For the home-quarantined returnees, surveillance is mandatory to check if they develop symptoms in the next 14 days. In the rural areas, village surveillance committees, headed by the gram pradhan and consisting of Accredited Social Health Activists (ASHA), anganwadi workers and volunteers, have been set up. In the urban areas, the ward councillor heads the committee, with ASHA, civil defence and resident welfare association representatives as members. “The health department has alerted the mohalla and village surveillance committees to keep a watch on migrant workers during home quarantine,” says Amit Mohan Prasad, principal secretary, health.

Those heading for home isolation are given ration kits (each contains five kilos of flour or rice, 5 kilos of potato, 2 kilos of cooking oil, a kilo of dal, soap and salt). On completing the quarantine, every migrant gets a sum of Rs 1,000. Help has also come in the way of ration cards. “Around 800,000 migrants got ration cards under the Tatkal scheme while those who have ration cards in other states are being covered under the ration portability scheme,” says Sidharth Nath Singh.

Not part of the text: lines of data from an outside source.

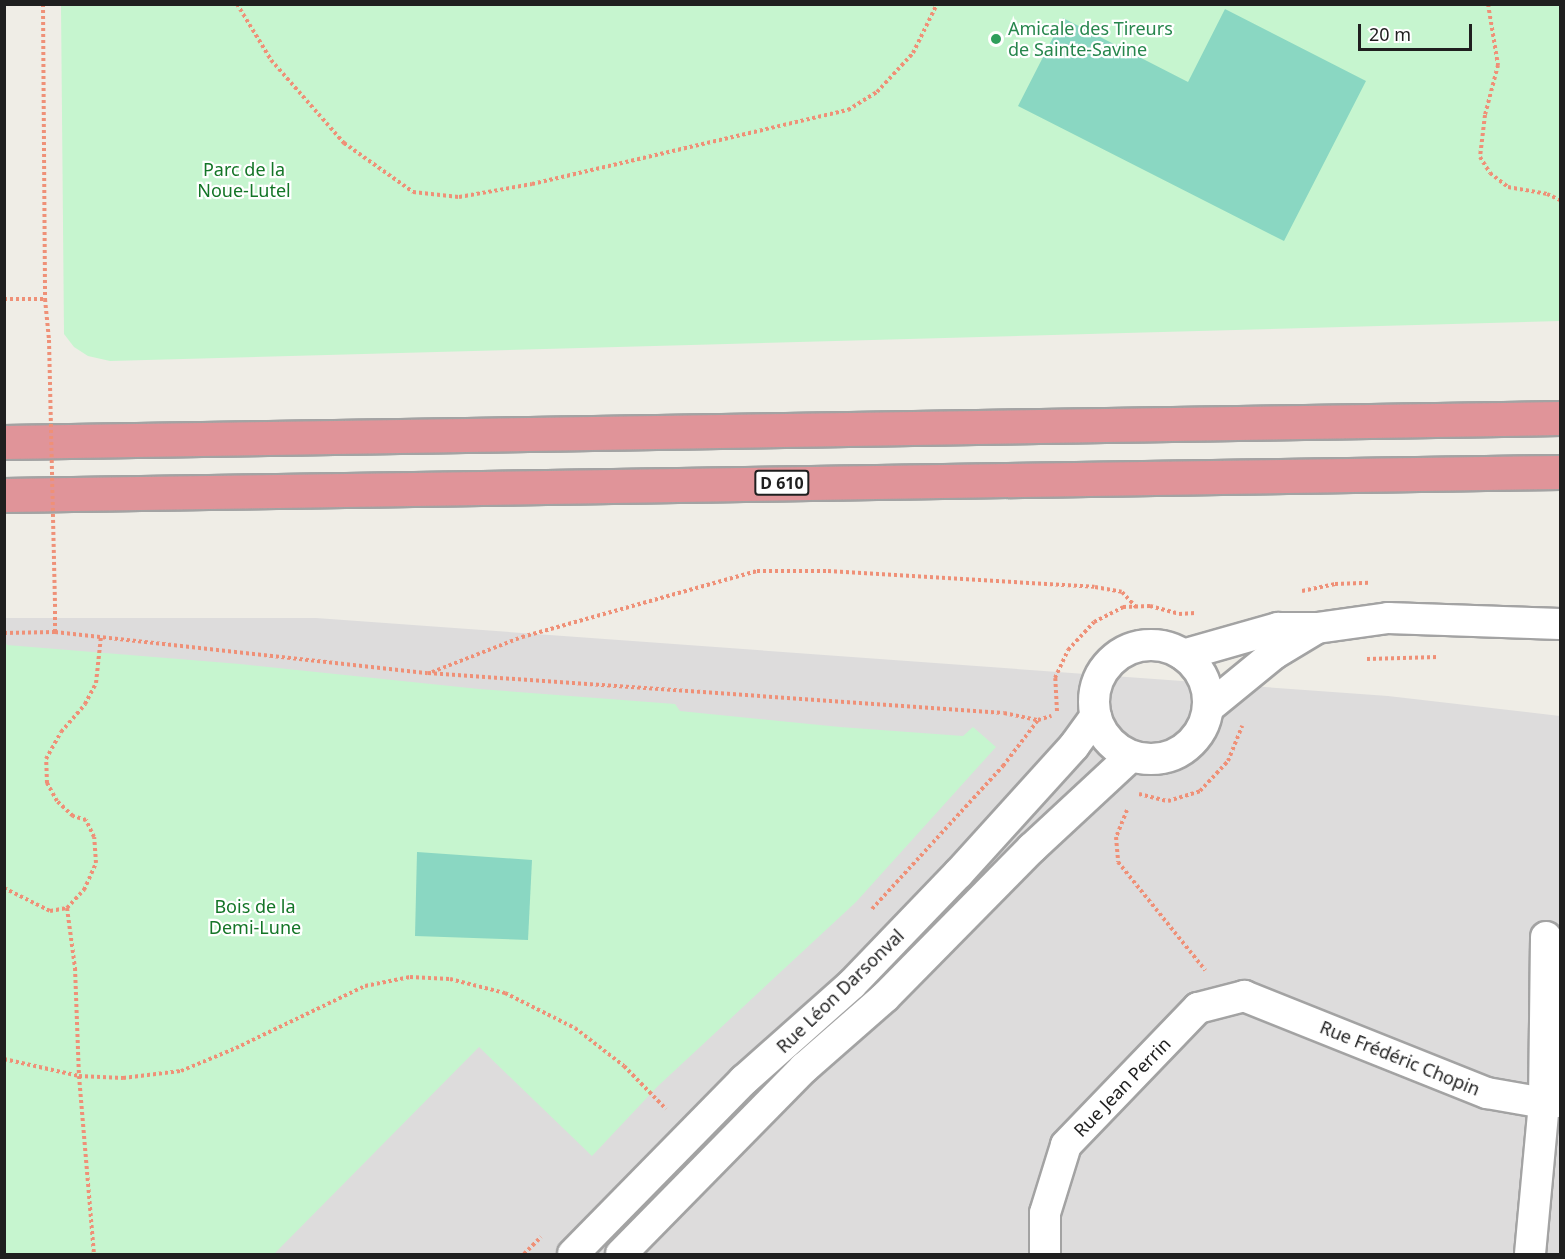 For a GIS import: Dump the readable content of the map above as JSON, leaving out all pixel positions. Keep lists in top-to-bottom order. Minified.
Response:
{"streets":{"highway":["D 610"],"street":["Rue Léon Darsonval","Rue Frédéric Chopin","Rue Jean Perrin"]},"crossings":[["Rue Frédéric Chopin","Rue Jean Perrin"]],"parks":["Parc de la Noue-Lutel","Bois de la Demi-Lune"],"places":["Amicale des Tireurs de Sainte-Savine"],"scale_bar":"20 m"} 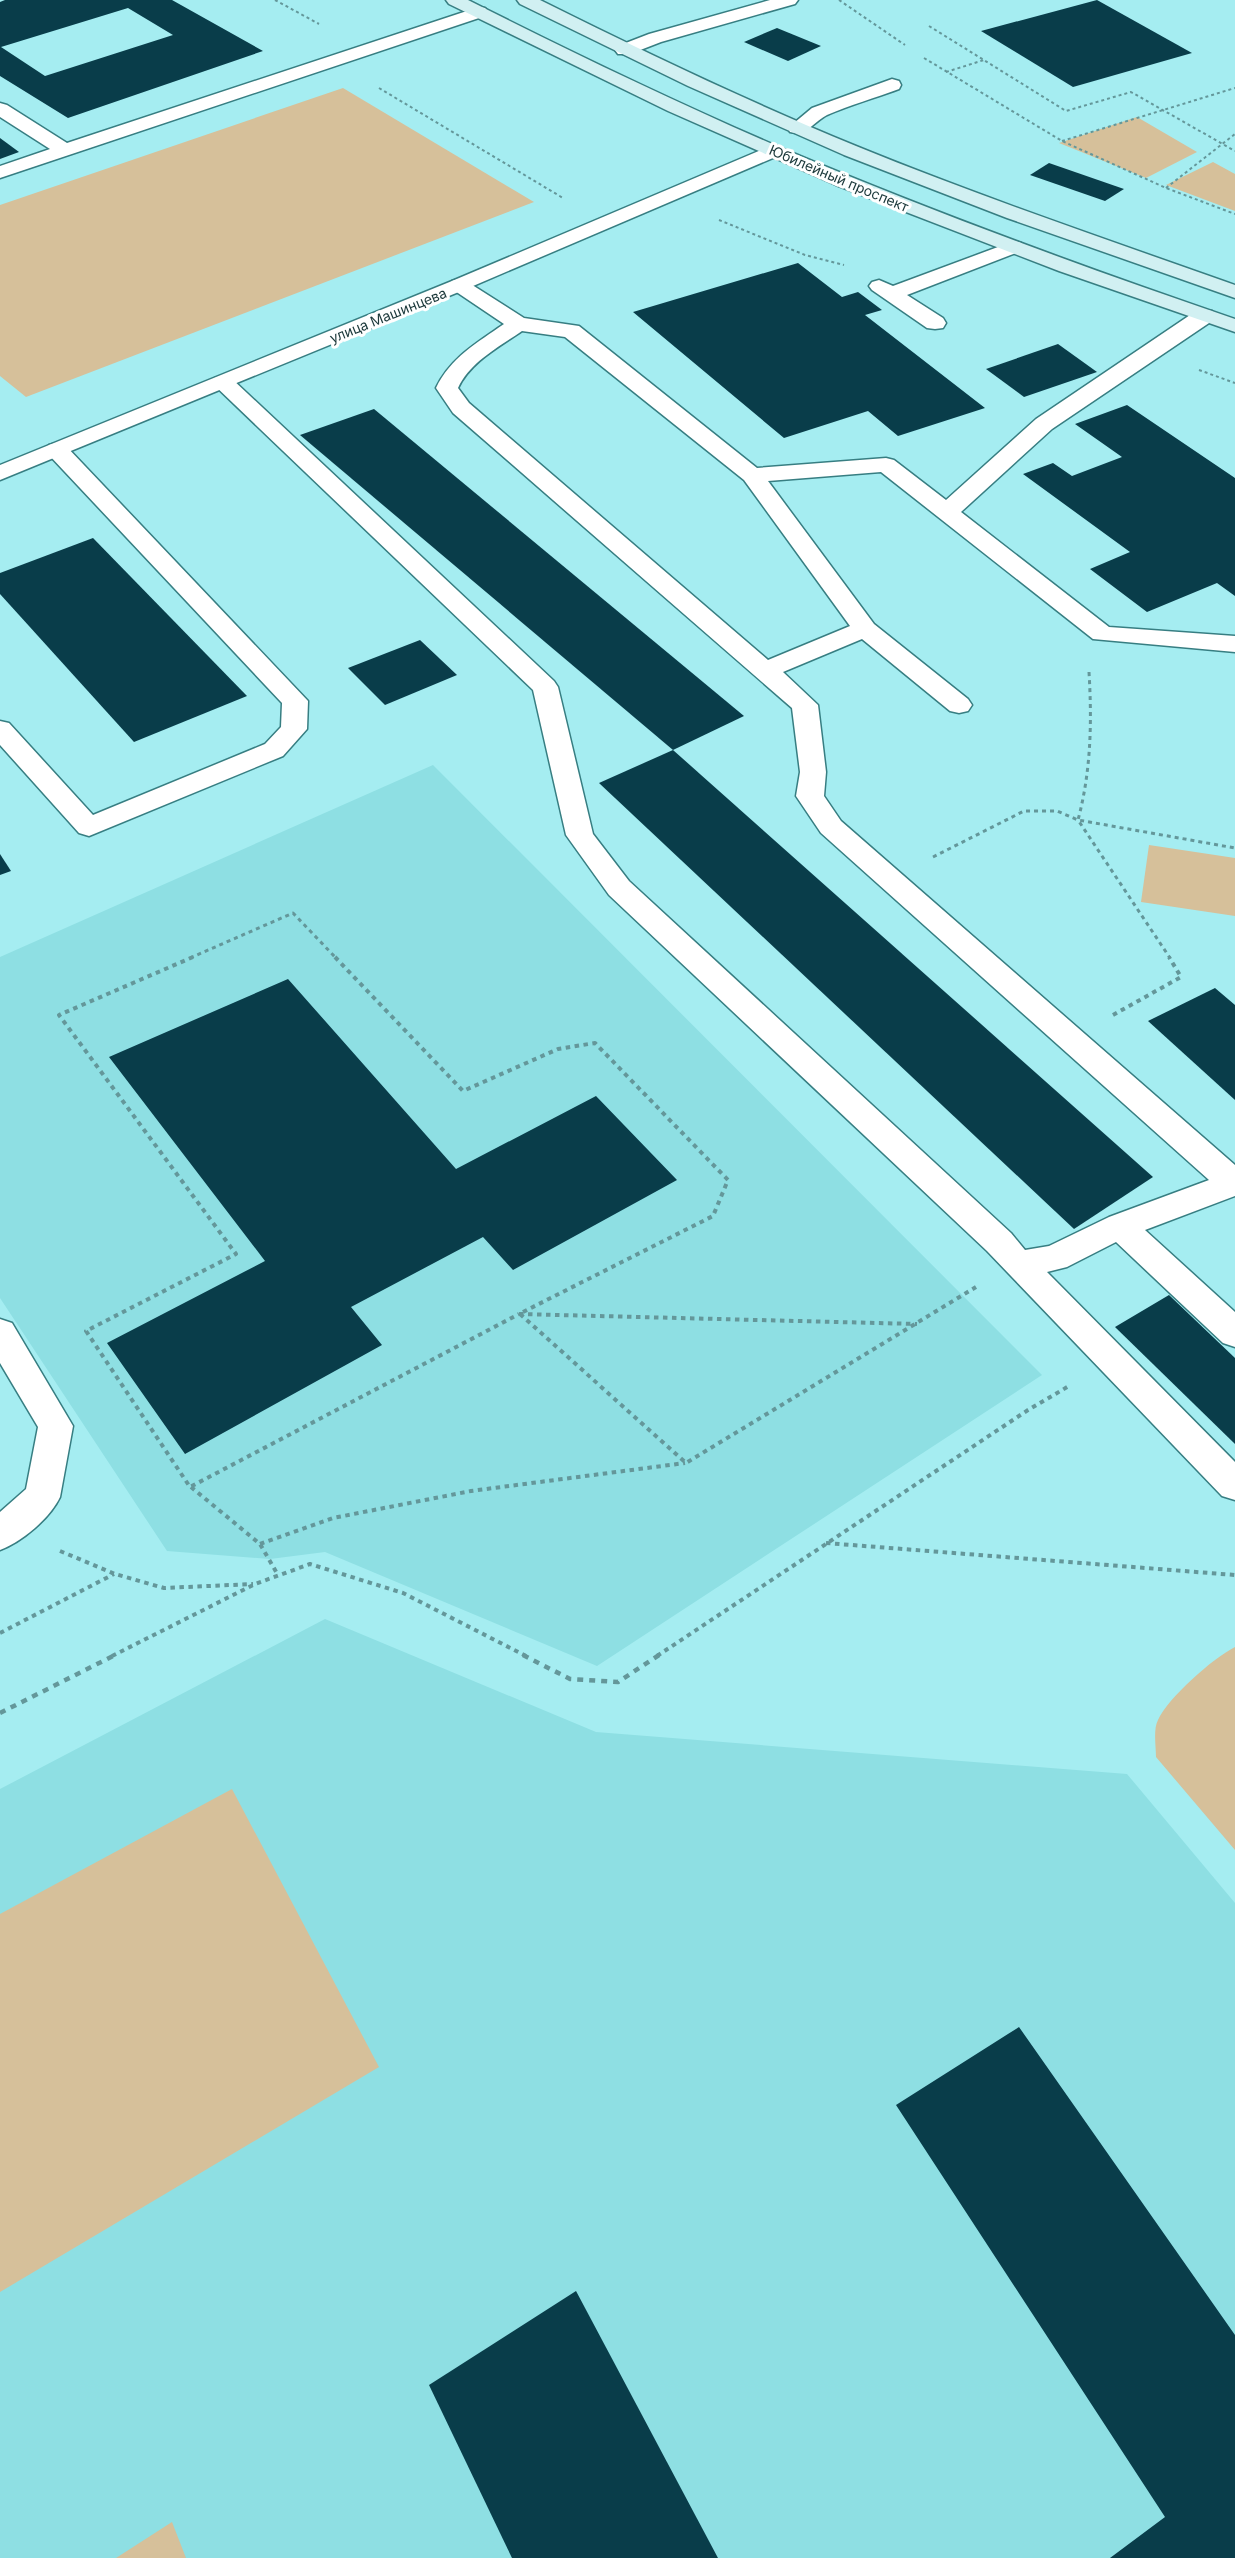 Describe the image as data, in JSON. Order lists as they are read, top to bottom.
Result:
{
  "streets": {
    "main road": ["Юбилейный проспект"],
    "street": ["улица Машинцева"]
  },
  "crossings": [
    ["Юбилейный проспект", "улица Машинцева"]
  ]
} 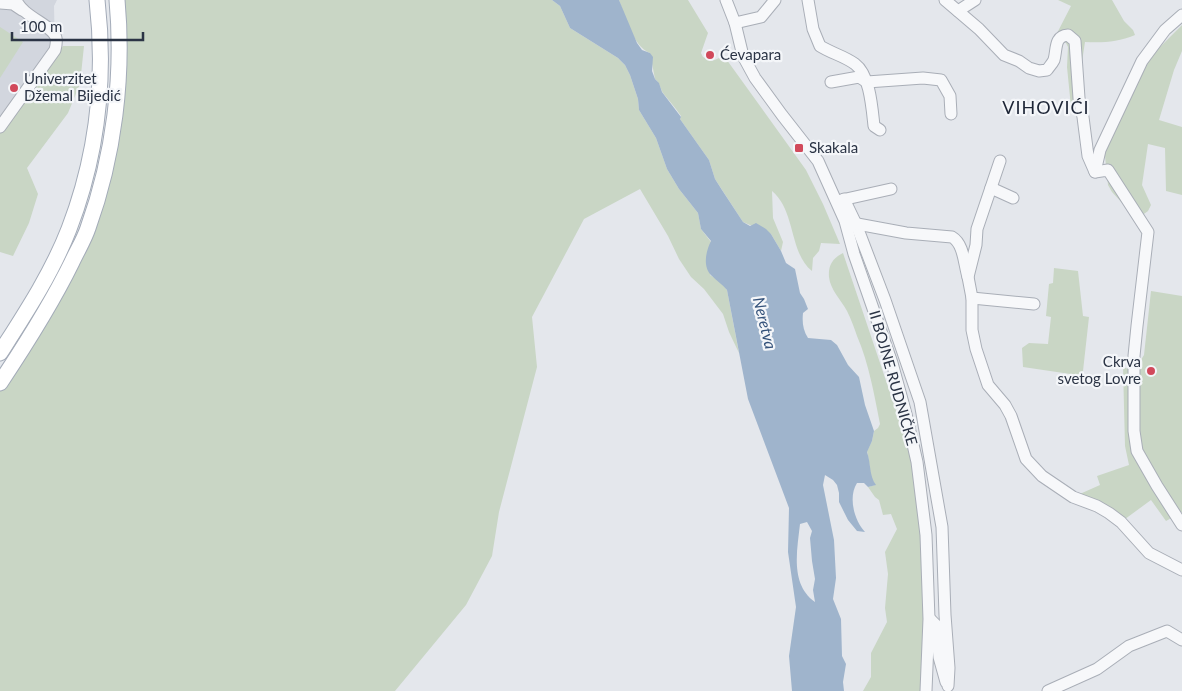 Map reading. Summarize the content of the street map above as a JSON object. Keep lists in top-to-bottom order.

Will there be another exodus?

But promises to resettle those who have returned will not be enough. The administration will have to look beyond short-term relief measures. Migration from UP is a well-established and growing trend. Census data shows about 9.3 million people migrated from the state in 2001, and this figure had gone up to about 12.3 million in 2011. “The rapid increase in the number of migrants from UP indicates that more effort is needed for the socio-economic uplift of the poor. Otherwise they will return to their villages or leave for greener pastures,” says Rajeshwar Yadav, associate professor of sociology at Lucknow University. If the state government fails to provide jobs to the returnees, they will most certainly leave once new opportunities open up in states that offer better-paying jobs.

The migrant commission is ostensibly a step in that direction. It may even have spin-off benefits when the assembly election comes round in 2022. Chief Minister Yogi Adityanath will be keenly aware of the perceptual dimensions of the government’s moves and has placed special emphasis on job creation and skill development of all those who have returned. “The migrant commission will work for the betterment of migrant labour,” says Swami Prasad Maurya, UP labour minister. “Any other state seeking UP’s manpower cannot take them away just like that. They need to do it with the consent of the UP government. Our government will now take charge of the insurance and social security of returning migrants.”

The relief commissioner’s office is thus also preparing a skill registry of returnees when it screens and segregates them for quarantine. “The chief minister has directed that workers be accommodated in various sectors on the basis of this skill mapping,” says relief commissioner Sanjay Goyal. “We have identified 66 types of skill or semi-skill trades for the [employability] assessment of migrant labourers.” In the first list, 152,000 people have been registered for real estate; 1,527 for automobile repair; 12,103 for apparel and tailoring and 16,262 for carpentry. Another 9,006 people have been registered as drivers, 4,980 as electricians, 26,000 as painters and 3,364 as security guards. “If I get a job at home, I will prefer to stay back. Why would I want to be away from my family for 10 months in a year?” says Varanasi’s Bimal Gautam, 29, who worked as an electrician in Delhi. “But I need an income. Farming will not provide for my children’s education and marriage.”

Family Factor: A woman waits to meet her husband put up at a quarantine centre for migrants in Bakshi Ka Talab tehsil, Lucknow district. Photo: Maneesh Agnihotri

There are also efforts to provide work under MGNREGA (Mahatma Gandhi National Rural Employment Guarantee Act). “We immediately issued MGNREGA job cards to over 100,000 migrants,” says Manoj Kumar Singh, principal secretary, rural development. The target, he says, is to provide MGNREGA employment to 2 million people. This, if achieved, will cost the exchequer around Rs 40 crore a day in wages.

Numbers can be both friend and foe. A large population is hard to manage, but if UP can find gainful employment for its returning migrants, the post-Covid world could see a big change in the status quo. For now, it seems the migrants are relieved to be home.